══ Provided material

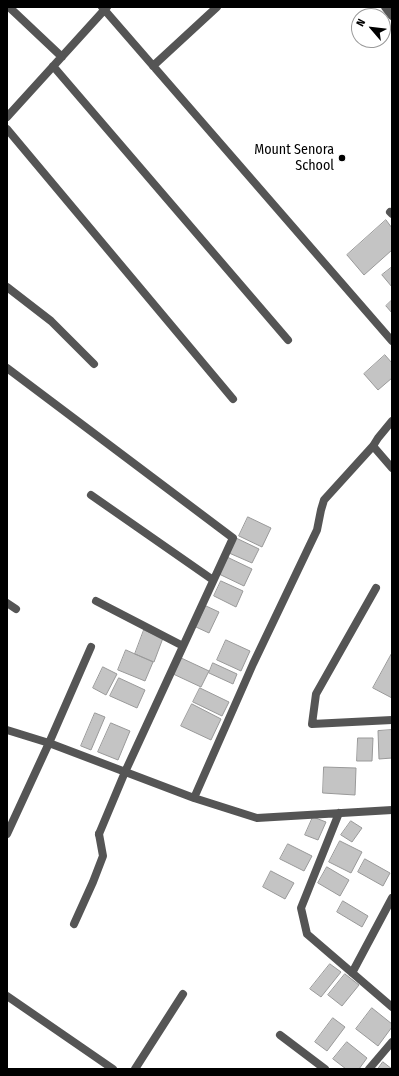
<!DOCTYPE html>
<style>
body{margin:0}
#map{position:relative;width:399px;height:1076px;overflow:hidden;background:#fff;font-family:"Fira Sans Condensed",sans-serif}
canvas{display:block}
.frame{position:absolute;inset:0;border:8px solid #000;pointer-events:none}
.north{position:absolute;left:351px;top:8px;width:40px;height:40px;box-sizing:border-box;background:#fff;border:1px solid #999;border-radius:50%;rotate:298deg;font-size:11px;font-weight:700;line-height:16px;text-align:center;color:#000}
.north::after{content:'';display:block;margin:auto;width:14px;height:18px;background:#000;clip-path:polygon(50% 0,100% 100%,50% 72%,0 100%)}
</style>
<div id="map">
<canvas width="399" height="1076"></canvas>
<div class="frame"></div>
<div class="north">N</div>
</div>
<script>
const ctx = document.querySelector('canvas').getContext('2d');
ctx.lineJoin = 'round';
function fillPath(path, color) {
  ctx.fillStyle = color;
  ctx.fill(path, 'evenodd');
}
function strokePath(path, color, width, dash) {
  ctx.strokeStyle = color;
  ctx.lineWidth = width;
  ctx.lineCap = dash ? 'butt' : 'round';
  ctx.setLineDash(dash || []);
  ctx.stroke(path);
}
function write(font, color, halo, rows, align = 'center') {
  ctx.font = font + ' "Fira Sans Condensed",sans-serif';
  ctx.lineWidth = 3;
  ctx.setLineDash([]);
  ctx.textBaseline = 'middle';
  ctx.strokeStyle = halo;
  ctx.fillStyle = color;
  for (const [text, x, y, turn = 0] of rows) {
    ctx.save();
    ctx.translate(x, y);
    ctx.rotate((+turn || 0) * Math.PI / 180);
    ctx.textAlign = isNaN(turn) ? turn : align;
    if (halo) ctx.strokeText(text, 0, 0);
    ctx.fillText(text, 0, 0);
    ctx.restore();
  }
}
const building = new Path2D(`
 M 386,220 L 392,228 L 392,250 L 364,275 L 347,255 Z
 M 392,267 L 392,287 L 382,275 Z
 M 392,300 L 392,313 L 386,306 Z
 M 385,355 L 392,363 L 392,378 L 378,390 L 364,374 Z
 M 248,517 L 271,528 L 262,547 L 239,536 Z
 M 236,538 L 259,549 L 252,563 L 229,553 Z
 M 227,557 L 252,569 L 244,586 L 219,574 Z
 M 221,581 L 243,591 L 236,607 L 214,596 Z
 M 206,606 L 219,612 L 209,633 L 196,627 Z
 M 144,630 L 163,638 L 154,662 L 135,654 Z
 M 226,640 L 250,651 L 241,671 L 217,660 Z
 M 126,650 L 153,662 L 145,681 L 118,670 Z
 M 392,653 L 392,698 L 373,688 Z
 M 179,657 L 209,671 L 201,687 L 171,673 Z
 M 213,663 L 237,674 L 233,684 L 209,673 Z
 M 103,667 L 117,674 L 106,695 L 93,688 Z
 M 119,678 L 145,690 L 137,708 L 110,696 Z
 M 200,688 L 229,702 L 222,716 L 193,702 Z
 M 192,704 L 221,719 L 211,740 L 181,726 Z
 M 95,713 L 105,717 L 91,750 L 81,746 Z
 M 111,723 L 130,731 L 118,760 L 98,752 Z
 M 392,730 L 392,758 L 379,759 L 378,731 Z
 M 358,738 L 373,738 L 372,761 L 357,761 Z
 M 324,767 L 356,768 L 355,795 L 323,793 Z
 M 313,817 L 326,822 L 318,840 L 305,835 Z
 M 351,821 L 362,828 L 352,842 L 341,835 Z
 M 340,841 L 362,852 L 351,873 L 329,862 Z
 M 288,844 L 312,856 L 304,871 L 280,859 Z
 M 365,859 L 390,873 L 383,886 L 358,872 Z
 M 327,867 L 349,880 L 340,896 L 318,883 Z
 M 271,871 L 294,883 L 285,899 L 263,887 Z
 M 343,901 L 368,916 L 362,927 L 337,912 Z
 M 330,964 L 341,972 L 321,997 L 310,989 Z
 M 345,974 L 359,985 L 342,1006 L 328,995 Z
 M 372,1008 L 392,1024 L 392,1027 L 378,1046 L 356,1029 Z
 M 333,1018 L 345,1027 L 327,1051 L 315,1042 Z
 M 347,1042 L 367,1058 L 359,1069 L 346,1069 L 333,1059 Z
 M 383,1062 L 392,1069 L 378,1069 Z`);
const service = new Path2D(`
 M 74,924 L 93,882 L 103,856 L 99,834`);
const minor = new Path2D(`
 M 9,7 L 62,57
 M 102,7 L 392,341
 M 385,7 L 392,16
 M 53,66 L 288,340
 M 153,66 L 217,7
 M 7,117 L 107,7
 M 7,129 L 233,399
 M 390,212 L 392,214
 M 7,287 L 51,321 L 94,364
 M 7,368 L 233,538 L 125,772 L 99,834
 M 373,446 L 392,468
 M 91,495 L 213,580
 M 376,588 L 316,694 L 312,724 L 392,720
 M 96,601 L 183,646
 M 7,603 L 16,609
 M 7,730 L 49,743 L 194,798 L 257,818 L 392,810
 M 194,798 L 253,664 L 317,530 L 321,510 L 324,500 L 373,446 L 378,438 L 392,421
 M 339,813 L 301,908 L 307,934 L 392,1007
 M 7,834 L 49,743 L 91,647
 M 352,973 L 392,898
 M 7,996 L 113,1069
 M 280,1035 L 325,1069
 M 135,1069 L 183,994
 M 369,1069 L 392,1042`);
const markers = [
 [342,158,4,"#000"]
];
const poiNames = [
 ["Mount Senora",334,150],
 ["School",334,166]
];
fillPath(building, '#c4c4c4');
strokePath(building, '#999', 1);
strokePath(service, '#555', 8);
strokePath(minor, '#555', 8);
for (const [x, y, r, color] of markers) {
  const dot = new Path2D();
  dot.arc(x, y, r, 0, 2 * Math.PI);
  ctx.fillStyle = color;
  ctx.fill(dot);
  strokePath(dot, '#fff', 1.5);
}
write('14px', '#000', '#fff', poiNames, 'right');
</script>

════

▸ Work required: The line containing "M 135,1069 L 183,994" and every line after it, through the last one above, should be written out word for word.

▸ Task solution:
 M 135,1069 L 183,994
 M 369,1069 L 392,1042`);
const markers = [
 [342,158,4,"#000"]
];
const poiNames = [
 ["Mount Senora",334,150],
 ["School",334,166]
];
fillPath(building, '#c4c4c4');
strokePath(building, '#999', 1);
strokePath(service, '#555', 8);
strokePath(minor, '#555', 8);
for (const [x, y, r, color] of markers) {
  const dot = new Path2D();
  dot.arc(x, y, r, 0, 2 * Math.PI);
  ctx.fillStyle = color;
  ctx.fill(dot);
  strokePath(dot, '#fff', 1.5);
}
write('14px', '#000', '#fff', poiNames, 'right');
</script>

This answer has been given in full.